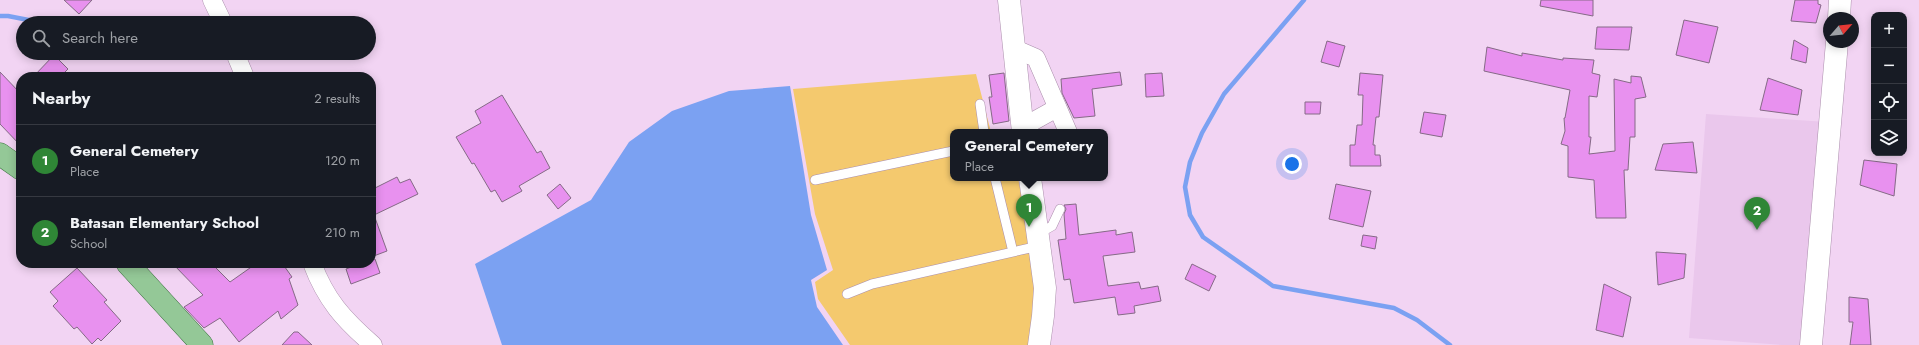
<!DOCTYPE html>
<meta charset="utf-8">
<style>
body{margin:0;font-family:Jost,sans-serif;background:#20242c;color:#f1f3f6}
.controls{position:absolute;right:12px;top:12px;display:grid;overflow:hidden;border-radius:8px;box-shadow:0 2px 10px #0003}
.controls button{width:36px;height:36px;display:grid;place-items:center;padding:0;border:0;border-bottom:1px solid #363941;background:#171b24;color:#f1f3f6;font:20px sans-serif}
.compass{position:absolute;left:1823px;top:12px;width:36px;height:36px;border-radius:50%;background:#171b24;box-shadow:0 2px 10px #0003;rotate:62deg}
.you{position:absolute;left:1292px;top:164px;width:14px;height:14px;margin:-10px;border:3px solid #fff;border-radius:50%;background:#1a73e8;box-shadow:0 0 0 6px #1a73e833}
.badge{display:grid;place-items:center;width:26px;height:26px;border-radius:50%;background:#2f8636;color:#fff;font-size:13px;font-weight:700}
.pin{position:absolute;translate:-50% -33px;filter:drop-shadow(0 1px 2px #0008)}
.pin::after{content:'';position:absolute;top:21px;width:14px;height:12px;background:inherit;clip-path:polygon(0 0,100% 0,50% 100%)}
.popup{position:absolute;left:950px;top:129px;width:158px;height:52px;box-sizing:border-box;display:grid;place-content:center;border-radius:8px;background:#171b24;filter:drop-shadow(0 1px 3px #0005);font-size:13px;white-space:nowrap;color:#9ea1a6}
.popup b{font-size:15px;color:#f1f3f6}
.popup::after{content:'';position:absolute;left:50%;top:100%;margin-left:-8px;border:8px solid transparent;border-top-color:#171b24}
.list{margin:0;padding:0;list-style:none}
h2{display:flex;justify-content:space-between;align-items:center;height:52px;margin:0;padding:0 16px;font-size:17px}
h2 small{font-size:13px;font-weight:400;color:#9ea1a6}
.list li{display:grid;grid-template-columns:26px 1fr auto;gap:12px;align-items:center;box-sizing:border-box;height:72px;padding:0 16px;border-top:1px solid #363941}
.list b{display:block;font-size:15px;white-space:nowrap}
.list p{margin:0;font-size:13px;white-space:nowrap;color:#9ea1a6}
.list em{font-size:13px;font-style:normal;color:#9ea1a6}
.icon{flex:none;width:22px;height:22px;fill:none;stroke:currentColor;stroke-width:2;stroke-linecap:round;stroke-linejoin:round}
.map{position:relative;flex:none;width:1919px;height:345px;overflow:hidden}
.search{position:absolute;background:#171b24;box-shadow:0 2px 10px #0003;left:16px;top:16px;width:360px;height:44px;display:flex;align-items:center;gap:10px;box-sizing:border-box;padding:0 14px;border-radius:22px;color:#9ea1a6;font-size:15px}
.panel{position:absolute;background:#171b24;box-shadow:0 2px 10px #0003;left:16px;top:72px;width:360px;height:196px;border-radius:16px}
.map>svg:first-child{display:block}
</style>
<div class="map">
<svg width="1919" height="345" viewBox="0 0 1919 345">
<rect width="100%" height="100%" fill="#f2d4f3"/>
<!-- built -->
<path fill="#eac7ec" d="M 1706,114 L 1827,122 L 1806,345 L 1782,345 L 1689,338 Z"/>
<!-- green -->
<path fill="#f4c96e" d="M 976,74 L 991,132 L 953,132 L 953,178 L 1018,178 L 1035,260 L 1034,345 L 850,345 L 818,299 L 815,282 L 833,270 L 815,214 L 793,89 Z"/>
<!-- water -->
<path fill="#7ba1f2" d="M 790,86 L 811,215 L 827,270 L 811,280 L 817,307 L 843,345 L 502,345 L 475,264 L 591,200 L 629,142 L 672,111 L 729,91 Z"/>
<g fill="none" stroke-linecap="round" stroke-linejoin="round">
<!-- stream -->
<path stroke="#7ba1f2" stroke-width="4.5" d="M 1304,0 L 1224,94 L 1202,133 L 1190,162 L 1185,187 L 1190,215 L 1203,237 L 1273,286 L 1394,308 L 1417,320 L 1450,345
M 0,16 L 8,16 L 44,23"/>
</g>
<!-- building -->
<path fill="#e891ef" stroke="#856a86" d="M 64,0 L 92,0 L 79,14 Z
M 1541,0 L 1593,0 L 1593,16 L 1540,6 Z
M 1795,0 L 1818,0 L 1818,4 L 1821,5 L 1816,23 L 1791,21 Z
M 1684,20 L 1718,27 L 1709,63 L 1676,55 Z
M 1597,27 L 1632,27 L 1629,50 L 1595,49 Z
M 1794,40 L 1808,48 L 1806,63 L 1791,59 Z
M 1327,41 L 1345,46 L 1339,67 L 1321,62 Z
M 1487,47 L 1522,56 L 1522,53 L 1563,60 L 1563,58 L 1594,60 L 1592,73 L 1600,75 L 1597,97 L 1589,96 L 1589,137 L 1591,137 L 1589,154 L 1615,151 L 1614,79 L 1631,83 L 1631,76 L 1641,77 L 1646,97 L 1635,99 L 1635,137 L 1630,137 L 1628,170 L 1624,170 L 1626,218 L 1596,218 L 1594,180 L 1568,177 L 1568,146 L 1561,144 L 1565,131 L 1564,118 L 1565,118 L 1570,90 L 1484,71 Z
M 54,55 L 68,69 L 60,77 L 33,77 Z
M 0,72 L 21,94 L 21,146 L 0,124 Z
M 1120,72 L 1122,85 L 1092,89 L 1095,116 L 1074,118 L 1062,93 L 1061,79 Z
M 1004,73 L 1009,121 L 993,124 L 989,97 L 992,97 L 989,75 Z
M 1162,73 L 1164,96 L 1146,97 L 1145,74 Z
M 1360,73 L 1383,75 L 1379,117 L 1376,117 L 1373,145 L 1375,145 L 1375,155 L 1380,155 L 1381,166 L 1350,166 L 1350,145 L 1355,145 L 1357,125 L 1362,125 L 1363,95 L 1358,95 Z
M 1768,78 L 1802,90 L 1798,115 L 1760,110 Z
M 502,95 L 537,153 L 541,151 L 550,168 L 519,186 L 522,191 L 502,202 L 495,190 L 491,192 L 474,163 L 472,164 L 456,137 L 481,123 L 475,111 Z
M 1305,102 L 1321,102 L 1320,114 L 1305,114 Z
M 1424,112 L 1446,115 L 1442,137 L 1420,133 Z
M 1693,142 L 1697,173 L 1655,170 L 1663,144 Z
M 1864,160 L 1897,164 L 1894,196 L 1860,185 Z
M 397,177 L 400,183 L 410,179 L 418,194 L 374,215 L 387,251 L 371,257 L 371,190 Z
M 560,184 L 571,198 L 558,209 L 547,195 Z
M 1336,184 L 1371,191 L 1363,227 L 1329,219 Z
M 1076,204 L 1079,235 L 1116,230 L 1116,235 L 1132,232 L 1135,252 L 1103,256 L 1108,286 L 1139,282 L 1141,289 L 1158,286 L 1161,301 L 1134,306 L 1135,313 L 1118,315 L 1115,297 L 1074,303 L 1070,279 L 1064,280 L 1058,240 L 1066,239 L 1064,214 L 1066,209 L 1064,205 Z
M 1363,235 L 1377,237 L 1375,249 L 1361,246 Z
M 1656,252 L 1686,254 L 1684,278 L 1658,285 Z
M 375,259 L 380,273 L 351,284 L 346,269 L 362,263 L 371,263 L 371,260 Z
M 172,263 L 211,263 L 230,282 L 257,263 L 282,263 L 292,277 L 289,279 L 298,305 L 281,319 L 278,311 L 239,342 L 220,318 L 204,328 L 184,307 L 203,295 Z
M 1192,264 L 1216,276 L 1209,291 L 1185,279 Z
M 77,268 L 107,300 L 104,302 L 121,321 L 101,341 L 98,338 L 92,344 L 77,327 L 74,329 L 53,306 L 58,301 L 50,292 Z
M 1604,284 L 1631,297 L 1623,337 L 1596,330 Z
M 1849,297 L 1868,299 L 1871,345 L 1850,345 L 1853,322 L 1849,322 Z
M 294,332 L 298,332 L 312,345 L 282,345 Z"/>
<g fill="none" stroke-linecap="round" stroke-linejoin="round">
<defs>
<path id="service" d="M 980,104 L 984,132
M 995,178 L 1013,252
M 815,180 L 953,151
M 1038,234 L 1052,226 L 1060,209
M 847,294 L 872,284 L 1039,246"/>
<path id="minor" d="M 212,0 L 223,23
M 1013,48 L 1036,58 L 1068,132
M 235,53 L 245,77
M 1023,127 L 1057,108
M 312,263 C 326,300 343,319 373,345"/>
<path id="tertiary" d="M 1009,0 L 1023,132
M 1839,18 L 1840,0
M 1030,178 L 1045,288 L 1043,316 L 1039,345
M 1811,345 L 1837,42"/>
<path id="primary" d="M 0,154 L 21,169
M 127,263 L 202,345"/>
</defs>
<!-- service casing -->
<use href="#service" stroke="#ab8fac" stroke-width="10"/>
<!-- minor casing -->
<use href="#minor" stroke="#ab8fac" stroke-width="19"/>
<!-- tertiary casing -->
<use href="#tertiary" stroke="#ab8fac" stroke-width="23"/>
<!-- primary casing -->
<use href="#primary" stroke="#3a703e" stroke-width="23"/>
<!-- service -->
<use href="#service" stroke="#fff" stroke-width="9"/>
<!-- minor -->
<use href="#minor" stroke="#fff" stroke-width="18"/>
<!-- tertiary -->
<use href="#tertiary" stroke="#fff" stroke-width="22"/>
<!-- primary -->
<use href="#primary" stroke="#94c897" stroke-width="22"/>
</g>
</svg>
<div class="controls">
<button>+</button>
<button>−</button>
<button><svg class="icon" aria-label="locate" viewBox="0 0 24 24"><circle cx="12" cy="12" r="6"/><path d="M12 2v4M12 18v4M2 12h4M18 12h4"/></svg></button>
<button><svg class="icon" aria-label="layers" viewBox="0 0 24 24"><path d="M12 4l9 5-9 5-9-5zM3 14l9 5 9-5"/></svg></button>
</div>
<svg class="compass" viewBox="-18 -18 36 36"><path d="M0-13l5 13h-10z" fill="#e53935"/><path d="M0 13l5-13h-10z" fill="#9ea1a6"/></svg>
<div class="you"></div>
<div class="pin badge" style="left:1029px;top:227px">1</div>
<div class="popup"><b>General Cemetery</b>Place</div>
<div class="pin badge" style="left:1757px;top:230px">2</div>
<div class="search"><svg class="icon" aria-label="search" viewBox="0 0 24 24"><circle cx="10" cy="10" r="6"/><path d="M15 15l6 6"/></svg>Search here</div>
<section class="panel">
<h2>Nearby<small>2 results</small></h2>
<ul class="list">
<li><span class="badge">1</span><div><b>General Cemetery</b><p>Place</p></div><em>120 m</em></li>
<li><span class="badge">2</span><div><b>Batasan Elementary School</b><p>School</p></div><em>210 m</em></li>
</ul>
</section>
</div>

== Description of the task ==
Within the data above, tally every line that has "after" in it. Answer with the number only.

== Answer space ==
2